<<<<
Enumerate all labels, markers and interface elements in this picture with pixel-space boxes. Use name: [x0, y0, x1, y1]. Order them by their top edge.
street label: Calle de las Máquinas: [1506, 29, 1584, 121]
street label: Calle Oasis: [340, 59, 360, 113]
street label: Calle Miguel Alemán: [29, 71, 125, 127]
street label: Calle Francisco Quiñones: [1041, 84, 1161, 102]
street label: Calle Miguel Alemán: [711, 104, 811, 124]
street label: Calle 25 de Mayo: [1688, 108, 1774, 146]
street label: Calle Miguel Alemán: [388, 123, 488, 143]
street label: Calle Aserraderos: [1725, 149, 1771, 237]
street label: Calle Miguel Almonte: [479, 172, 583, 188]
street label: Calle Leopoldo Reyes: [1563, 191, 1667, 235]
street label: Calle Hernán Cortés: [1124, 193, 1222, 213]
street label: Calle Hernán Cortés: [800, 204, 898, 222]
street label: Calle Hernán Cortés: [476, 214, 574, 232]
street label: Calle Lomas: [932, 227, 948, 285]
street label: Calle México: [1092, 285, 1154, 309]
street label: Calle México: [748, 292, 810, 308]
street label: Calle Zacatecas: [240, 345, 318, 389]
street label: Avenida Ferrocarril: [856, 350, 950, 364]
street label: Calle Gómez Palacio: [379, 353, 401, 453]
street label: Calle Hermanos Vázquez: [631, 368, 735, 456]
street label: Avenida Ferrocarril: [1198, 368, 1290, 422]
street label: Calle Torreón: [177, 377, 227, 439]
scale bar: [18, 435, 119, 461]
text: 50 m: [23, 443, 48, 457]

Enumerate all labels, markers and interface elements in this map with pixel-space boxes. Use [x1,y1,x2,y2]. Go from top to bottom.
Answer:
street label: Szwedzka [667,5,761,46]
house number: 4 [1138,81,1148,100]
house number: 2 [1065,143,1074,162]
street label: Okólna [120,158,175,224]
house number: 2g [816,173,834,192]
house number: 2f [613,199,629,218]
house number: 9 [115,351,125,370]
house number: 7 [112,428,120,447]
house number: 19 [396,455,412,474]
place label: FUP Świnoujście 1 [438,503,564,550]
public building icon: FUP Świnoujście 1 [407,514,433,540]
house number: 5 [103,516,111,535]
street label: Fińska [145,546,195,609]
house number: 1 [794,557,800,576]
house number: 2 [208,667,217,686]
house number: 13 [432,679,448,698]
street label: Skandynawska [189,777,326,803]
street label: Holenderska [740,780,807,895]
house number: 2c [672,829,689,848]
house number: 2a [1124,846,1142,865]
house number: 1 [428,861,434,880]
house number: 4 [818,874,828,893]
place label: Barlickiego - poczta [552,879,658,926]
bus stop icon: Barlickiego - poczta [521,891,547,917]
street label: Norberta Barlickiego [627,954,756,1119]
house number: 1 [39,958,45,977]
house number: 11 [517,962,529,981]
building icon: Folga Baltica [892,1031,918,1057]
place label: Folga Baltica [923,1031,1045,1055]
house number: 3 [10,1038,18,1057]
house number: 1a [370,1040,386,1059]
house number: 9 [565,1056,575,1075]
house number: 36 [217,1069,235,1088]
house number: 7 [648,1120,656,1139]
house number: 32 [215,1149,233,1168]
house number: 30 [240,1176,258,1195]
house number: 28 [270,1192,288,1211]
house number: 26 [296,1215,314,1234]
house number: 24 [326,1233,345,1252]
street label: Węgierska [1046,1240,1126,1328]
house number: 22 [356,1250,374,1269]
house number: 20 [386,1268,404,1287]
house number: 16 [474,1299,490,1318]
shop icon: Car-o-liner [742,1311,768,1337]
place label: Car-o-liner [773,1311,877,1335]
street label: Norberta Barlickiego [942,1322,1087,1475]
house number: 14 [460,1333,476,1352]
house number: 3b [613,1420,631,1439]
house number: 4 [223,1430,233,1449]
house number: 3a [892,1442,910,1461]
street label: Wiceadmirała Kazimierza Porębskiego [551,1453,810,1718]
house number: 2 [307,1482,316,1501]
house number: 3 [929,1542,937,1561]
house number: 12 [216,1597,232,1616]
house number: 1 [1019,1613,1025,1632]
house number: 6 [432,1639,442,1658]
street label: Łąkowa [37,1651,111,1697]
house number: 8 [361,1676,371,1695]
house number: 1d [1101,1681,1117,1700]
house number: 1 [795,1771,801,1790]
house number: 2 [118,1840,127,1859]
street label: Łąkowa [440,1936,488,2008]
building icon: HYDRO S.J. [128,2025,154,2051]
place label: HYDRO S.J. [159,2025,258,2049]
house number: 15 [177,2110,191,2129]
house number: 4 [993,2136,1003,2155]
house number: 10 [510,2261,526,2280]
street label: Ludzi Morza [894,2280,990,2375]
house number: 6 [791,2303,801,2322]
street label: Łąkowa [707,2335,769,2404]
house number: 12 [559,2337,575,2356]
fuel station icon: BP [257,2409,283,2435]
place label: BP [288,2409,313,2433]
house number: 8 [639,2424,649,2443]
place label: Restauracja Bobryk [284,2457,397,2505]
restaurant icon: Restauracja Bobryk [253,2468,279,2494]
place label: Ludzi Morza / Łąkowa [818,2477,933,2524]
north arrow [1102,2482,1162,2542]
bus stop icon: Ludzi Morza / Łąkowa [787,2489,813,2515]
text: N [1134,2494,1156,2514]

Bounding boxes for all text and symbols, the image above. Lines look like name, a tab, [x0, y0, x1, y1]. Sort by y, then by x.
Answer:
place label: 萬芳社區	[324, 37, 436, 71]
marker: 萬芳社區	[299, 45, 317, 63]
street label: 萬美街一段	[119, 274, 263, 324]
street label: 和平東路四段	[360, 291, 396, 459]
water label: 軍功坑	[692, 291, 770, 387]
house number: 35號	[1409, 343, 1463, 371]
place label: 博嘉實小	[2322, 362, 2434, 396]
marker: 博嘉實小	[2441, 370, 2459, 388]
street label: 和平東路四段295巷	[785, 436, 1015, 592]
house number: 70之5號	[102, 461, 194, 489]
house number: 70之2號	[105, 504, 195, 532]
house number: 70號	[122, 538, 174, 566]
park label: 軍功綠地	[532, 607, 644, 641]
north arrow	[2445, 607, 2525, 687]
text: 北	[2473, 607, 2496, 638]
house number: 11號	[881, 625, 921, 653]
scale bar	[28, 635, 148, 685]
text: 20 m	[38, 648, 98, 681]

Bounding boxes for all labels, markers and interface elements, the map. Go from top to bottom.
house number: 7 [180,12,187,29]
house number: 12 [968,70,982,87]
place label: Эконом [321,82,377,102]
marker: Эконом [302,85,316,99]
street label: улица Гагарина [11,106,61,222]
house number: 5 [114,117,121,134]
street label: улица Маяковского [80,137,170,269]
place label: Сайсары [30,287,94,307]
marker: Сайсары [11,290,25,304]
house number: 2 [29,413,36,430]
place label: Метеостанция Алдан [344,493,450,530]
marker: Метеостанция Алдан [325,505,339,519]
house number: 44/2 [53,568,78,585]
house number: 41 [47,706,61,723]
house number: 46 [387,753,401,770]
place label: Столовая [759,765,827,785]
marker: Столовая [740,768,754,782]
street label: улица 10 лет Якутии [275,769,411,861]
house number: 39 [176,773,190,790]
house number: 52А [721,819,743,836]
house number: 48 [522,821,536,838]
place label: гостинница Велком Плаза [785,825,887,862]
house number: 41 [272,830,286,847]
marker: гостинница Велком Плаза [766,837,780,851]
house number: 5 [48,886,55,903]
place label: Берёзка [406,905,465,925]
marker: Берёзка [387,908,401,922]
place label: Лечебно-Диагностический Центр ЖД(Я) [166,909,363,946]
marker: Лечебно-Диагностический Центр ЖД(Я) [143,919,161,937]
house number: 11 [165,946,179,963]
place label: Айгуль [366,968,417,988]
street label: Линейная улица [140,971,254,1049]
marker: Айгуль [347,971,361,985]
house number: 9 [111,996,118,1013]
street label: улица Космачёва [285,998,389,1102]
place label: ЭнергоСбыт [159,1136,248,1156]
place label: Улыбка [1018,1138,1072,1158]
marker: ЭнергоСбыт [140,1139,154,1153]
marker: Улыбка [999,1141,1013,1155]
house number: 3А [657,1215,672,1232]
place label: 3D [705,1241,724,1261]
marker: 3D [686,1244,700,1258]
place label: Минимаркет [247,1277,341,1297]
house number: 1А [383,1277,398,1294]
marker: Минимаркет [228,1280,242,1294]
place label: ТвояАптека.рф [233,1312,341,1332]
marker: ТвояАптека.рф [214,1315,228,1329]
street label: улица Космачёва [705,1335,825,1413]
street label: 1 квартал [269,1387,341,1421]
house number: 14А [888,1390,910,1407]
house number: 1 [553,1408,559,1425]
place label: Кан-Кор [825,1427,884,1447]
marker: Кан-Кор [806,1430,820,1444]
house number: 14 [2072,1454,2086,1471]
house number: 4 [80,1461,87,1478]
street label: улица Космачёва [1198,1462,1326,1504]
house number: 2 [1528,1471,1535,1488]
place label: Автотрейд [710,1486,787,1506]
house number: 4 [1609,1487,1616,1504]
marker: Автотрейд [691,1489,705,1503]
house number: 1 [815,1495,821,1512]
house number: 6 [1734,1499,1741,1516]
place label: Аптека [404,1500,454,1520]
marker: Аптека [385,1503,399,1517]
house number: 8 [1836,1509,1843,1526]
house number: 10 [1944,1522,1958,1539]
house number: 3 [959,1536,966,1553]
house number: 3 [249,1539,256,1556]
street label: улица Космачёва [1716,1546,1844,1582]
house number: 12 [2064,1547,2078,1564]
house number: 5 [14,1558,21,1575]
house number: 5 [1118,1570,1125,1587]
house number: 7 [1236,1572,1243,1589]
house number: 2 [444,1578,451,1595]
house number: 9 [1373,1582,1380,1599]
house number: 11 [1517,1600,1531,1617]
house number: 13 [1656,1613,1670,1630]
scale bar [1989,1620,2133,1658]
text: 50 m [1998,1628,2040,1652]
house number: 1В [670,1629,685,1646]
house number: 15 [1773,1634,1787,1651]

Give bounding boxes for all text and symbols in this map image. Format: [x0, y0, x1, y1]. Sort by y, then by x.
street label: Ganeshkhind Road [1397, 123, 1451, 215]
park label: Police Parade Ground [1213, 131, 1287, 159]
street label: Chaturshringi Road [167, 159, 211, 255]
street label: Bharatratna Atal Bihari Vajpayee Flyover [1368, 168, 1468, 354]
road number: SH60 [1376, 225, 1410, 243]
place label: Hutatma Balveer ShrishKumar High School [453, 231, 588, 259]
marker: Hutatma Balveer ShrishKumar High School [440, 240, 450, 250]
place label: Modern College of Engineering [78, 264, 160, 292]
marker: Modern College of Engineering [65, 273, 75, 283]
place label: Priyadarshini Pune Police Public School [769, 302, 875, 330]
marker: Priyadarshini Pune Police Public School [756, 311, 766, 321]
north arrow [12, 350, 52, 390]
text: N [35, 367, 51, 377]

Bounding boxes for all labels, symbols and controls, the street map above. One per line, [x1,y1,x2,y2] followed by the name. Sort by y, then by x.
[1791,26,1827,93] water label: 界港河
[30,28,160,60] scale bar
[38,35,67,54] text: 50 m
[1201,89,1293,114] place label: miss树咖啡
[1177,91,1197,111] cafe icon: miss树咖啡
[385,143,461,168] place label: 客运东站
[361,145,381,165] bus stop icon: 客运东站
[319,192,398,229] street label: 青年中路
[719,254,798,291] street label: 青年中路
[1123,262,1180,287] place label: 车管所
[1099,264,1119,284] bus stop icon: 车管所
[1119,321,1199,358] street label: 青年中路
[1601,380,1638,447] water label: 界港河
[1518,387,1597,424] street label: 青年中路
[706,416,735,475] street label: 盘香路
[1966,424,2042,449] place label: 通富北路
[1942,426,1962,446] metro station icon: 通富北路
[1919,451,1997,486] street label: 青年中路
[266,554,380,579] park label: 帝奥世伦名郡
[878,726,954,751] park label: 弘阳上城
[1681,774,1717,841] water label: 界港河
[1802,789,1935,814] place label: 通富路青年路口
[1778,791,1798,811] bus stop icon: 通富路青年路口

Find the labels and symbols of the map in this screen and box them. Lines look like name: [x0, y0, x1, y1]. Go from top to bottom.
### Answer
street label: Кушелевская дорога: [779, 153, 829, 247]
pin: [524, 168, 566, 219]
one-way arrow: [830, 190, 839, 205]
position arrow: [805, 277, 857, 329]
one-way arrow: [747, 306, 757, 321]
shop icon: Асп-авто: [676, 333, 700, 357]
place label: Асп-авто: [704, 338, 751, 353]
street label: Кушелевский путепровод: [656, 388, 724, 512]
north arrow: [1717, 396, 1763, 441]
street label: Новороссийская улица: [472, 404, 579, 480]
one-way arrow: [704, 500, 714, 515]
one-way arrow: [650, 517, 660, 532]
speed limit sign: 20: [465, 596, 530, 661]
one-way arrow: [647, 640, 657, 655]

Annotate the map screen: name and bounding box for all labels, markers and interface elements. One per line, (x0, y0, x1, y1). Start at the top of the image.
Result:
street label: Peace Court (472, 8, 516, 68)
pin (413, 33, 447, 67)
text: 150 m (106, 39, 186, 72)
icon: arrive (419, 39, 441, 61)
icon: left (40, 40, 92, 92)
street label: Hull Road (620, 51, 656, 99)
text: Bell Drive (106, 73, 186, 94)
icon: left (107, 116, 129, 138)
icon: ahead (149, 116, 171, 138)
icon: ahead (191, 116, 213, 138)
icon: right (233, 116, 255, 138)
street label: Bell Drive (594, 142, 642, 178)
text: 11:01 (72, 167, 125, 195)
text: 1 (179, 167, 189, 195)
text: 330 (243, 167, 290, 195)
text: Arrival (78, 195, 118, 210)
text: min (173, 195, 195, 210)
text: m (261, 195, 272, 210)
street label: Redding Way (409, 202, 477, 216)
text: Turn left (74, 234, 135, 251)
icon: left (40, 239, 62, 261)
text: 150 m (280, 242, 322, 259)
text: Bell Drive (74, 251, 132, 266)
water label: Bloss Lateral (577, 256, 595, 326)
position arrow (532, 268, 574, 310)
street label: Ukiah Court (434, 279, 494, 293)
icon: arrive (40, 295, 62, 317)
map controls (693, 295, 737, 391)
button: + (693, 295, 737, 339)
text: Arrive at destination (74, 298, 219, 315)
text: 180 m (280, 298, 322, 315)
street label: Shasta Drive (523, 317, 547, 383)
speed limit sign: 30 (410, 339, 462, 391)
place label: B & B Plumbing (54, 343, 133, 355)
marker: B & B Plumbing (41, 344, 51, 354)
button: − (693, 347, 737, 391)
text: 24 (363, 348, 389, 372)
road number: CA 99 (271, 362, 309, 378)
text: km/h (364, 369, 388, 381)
>>>>
_What the task requires_
The word "México" may appear in several lines of the data; copy every line where it does.

_Result of this task_
street label: Calle México: [1092, 285, 1154, 309]
street label: Calle México: [748, 292, 810, 308]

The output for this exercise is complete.